----- Source data -----
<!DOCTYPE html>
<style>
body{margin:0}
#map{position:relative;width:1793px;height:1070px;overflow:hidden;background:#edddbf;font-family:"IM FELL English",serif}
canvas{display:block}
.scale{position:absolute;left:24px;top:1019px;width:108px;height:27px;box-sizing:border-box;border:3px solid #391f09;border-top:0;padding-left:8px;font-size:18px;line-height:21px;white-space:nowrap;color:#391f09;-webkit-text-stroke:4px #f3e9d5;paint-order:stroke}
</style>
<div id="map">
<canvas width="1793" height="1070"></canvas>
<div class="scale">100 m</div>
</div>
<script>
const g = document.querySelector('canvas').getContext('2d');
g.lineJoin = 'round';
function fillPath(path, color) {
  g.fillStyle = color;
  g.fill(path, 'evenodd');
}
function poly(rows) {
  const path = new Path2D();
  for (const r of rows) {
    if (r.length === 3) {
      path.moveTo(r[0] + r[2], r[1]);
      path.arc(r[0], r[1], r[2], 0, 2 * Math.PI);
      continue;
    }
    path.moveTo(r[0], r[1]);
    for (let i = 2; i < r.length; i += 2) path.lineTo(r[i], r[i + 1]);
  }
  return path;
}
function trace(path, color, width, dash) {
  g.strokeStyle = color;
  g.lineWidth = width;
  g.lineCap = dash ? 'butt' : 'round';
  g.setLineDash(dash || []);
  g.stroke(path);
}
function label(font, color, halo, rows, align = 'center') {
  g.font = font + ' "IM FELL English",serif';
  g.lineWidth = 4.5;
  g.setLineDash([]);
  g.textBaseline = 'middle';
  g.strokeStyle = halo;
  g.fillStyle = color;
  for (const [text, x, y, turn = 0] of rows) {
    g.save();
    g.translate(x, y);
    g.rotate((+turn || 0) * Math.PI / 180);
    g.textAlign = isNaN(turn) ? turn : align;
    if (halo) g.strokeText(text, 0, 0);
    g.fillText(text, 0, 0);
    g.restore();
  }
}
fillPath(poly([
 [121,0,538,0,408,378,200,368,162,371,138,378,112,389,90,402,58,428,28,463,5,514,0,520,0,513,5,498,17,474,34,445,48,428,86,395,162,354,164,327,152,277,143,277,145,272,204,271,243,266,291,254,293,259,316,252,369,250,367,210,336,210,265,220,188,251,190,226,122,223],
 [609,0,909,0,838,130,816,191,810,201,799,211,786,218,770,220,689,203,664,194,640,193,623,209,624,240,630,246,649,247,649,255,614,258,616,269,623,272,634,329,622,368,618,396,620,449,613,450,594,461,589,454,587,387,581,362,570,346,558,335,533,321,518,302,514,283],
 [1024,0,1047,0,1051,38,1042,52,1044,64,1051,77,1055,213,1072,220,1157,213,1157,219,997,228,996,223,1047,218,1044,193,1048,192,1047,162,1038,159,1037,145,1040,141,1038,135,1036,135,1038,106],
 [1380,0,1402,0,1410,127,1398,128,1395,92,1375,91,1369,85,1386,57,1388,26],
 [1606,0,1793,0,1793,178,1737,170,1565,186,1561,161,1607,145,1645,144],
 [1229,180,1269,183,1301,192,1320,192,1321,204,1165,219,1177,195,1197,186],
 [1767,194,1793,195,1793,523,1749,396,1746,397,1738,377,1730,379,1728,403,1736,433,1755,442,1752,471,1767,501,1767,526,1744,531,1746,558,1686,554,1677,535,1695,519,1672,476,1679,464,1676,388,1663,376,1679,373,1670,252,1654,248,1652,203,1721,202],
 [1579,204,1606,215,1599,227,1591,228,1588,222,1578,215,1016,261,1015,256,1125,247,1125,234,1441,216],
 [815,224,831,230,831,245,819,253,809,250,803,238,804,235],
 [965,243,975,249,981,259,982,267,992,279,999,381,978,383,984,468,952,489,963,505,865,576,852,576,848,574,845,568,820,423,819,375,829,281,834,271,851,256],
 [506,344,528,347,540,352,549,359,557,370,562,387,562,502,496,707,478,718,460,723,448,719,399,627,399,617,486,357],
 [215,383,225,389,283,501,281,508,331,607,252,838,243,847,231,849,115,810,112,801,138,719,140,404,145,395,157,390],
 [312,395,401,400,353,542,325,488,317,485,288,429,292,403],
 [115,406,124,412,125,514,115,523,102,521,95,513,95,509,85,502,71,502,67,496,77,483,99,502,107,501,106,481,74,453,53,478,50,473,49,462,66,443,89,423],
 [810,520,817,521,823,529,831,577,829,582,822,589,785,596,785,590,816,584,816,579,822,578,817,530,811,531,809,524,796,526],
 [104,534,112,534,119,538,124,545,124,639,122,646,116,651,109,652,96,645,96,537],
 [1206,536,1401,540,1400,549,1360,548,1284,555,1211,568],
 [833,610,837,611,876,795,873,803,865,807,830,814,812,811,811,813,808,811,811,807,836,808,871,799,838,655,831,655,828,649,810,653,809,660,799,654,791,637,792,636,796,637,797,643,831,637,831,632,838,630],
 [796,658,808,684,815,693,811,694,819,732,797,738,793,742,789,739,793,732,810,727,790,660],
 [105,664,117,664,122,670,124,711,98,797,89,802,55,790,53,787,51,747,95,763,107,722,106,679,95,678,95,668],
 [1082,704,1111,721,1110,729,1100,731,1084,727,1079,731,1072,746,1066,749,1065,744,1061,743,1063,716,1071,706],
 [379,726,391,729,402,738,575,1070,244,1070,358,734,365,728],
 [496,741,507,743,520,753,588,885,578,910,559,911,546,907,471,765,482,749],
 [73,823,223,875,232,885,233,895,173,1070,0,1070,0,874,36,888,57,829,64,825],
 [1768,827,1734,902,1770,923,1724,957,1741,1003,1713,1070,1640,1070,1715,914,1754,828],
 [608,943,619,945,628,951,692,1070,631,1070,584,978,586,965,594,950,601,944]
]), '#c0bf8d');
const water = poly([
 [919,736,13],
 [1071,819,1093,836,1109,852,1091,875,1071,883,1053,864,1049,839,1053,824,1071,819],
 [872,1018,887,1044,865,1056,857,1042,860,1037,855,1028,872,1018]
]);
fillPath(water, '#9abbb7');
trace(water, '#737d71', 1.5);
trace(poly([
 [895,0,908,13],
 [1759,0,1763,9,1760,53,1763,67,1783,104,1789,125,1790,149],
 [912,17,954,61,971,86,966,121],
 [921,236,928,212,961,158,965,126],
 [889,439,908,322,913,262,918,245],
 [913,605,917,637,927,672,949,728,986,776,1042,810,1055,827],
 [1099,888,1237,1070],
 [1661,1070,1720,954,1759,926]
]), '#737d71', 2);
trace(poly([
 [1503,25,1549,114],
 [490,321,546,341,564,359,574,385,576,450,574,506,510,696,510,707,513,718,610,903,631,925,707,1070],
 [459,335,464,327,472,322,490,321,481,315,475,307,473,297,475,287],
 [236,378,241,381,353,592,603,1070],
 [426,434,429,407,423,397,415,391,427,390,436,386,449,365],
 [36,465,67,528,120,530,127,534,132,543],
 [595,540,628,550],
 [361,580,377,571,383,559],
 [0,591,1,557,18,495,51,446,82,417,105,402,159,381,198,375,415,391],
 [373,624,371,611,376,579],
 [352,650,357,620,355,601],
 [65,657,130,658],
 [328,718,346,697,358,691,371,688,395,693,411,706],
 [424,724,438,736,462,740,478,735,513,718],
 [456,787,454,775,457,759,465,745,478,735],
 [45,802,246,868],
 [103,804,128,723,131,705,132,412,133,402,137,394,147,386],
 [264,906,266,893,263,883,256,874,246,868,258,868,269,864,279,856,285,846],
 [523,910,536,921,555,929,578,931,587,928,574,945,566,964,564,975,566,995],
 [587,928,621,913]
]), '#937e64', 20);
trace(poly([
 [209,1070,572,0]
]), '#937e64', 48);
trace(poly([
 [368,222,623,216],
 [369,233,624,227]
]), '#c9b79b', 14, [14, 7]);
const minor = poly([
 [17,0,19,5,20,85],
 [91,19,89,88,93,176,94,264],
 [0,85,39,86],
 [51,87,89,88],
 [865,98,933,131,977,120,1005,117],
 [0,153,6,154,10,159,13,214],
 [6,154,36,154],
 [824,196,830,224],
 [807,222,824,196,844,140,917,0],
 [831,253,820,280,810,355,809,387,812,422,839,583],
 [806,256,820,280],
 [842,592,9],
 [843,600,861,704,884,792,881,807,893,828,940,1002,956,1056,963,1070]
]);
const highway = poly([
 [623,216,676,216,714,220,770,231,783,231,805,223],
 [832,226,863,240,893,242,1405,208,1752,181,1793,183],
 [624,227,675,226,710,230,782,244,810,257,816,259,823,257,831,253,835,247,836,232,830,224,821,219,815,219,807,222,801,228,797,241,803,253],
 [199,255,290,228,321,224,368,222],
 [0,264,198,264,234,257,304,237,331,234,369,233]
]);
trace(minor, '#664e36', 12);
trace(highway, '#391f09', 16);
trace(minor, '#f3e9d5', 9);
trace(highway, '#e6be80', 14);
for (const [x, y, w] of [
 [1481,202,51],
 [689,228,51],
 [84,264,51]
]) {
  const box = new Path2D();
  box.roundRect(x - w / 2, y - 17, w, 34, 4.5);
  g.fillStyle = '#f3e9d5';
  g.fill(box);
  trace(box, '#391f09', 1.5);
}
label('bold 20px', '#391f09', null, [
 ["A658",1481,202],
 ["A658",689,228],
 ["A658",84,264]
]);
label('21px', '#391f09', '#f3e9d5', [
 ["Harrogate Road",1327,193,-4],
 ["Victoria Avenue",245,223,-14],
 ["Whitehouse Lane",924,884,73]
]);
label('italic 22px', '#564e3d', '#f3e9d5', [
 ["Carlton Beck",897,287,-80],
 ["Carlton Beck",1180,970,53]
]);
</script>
-----
Task to carry out: Each line above that includes "scale" should be shown.

Finished exercise:
.scale{position:absolute;left:24px;top:1019px;width:108px;height:27px;box-sizing:border-box;border:3px solid #391f09;border-top:0;padding-left:8px;font-size:18px;line-height:21px;white-space:nowrap;color:#391f09;-webkit-text-stroke:4px #f3e9d5;paint-order:stroke}
<div class="scale">100 m</div>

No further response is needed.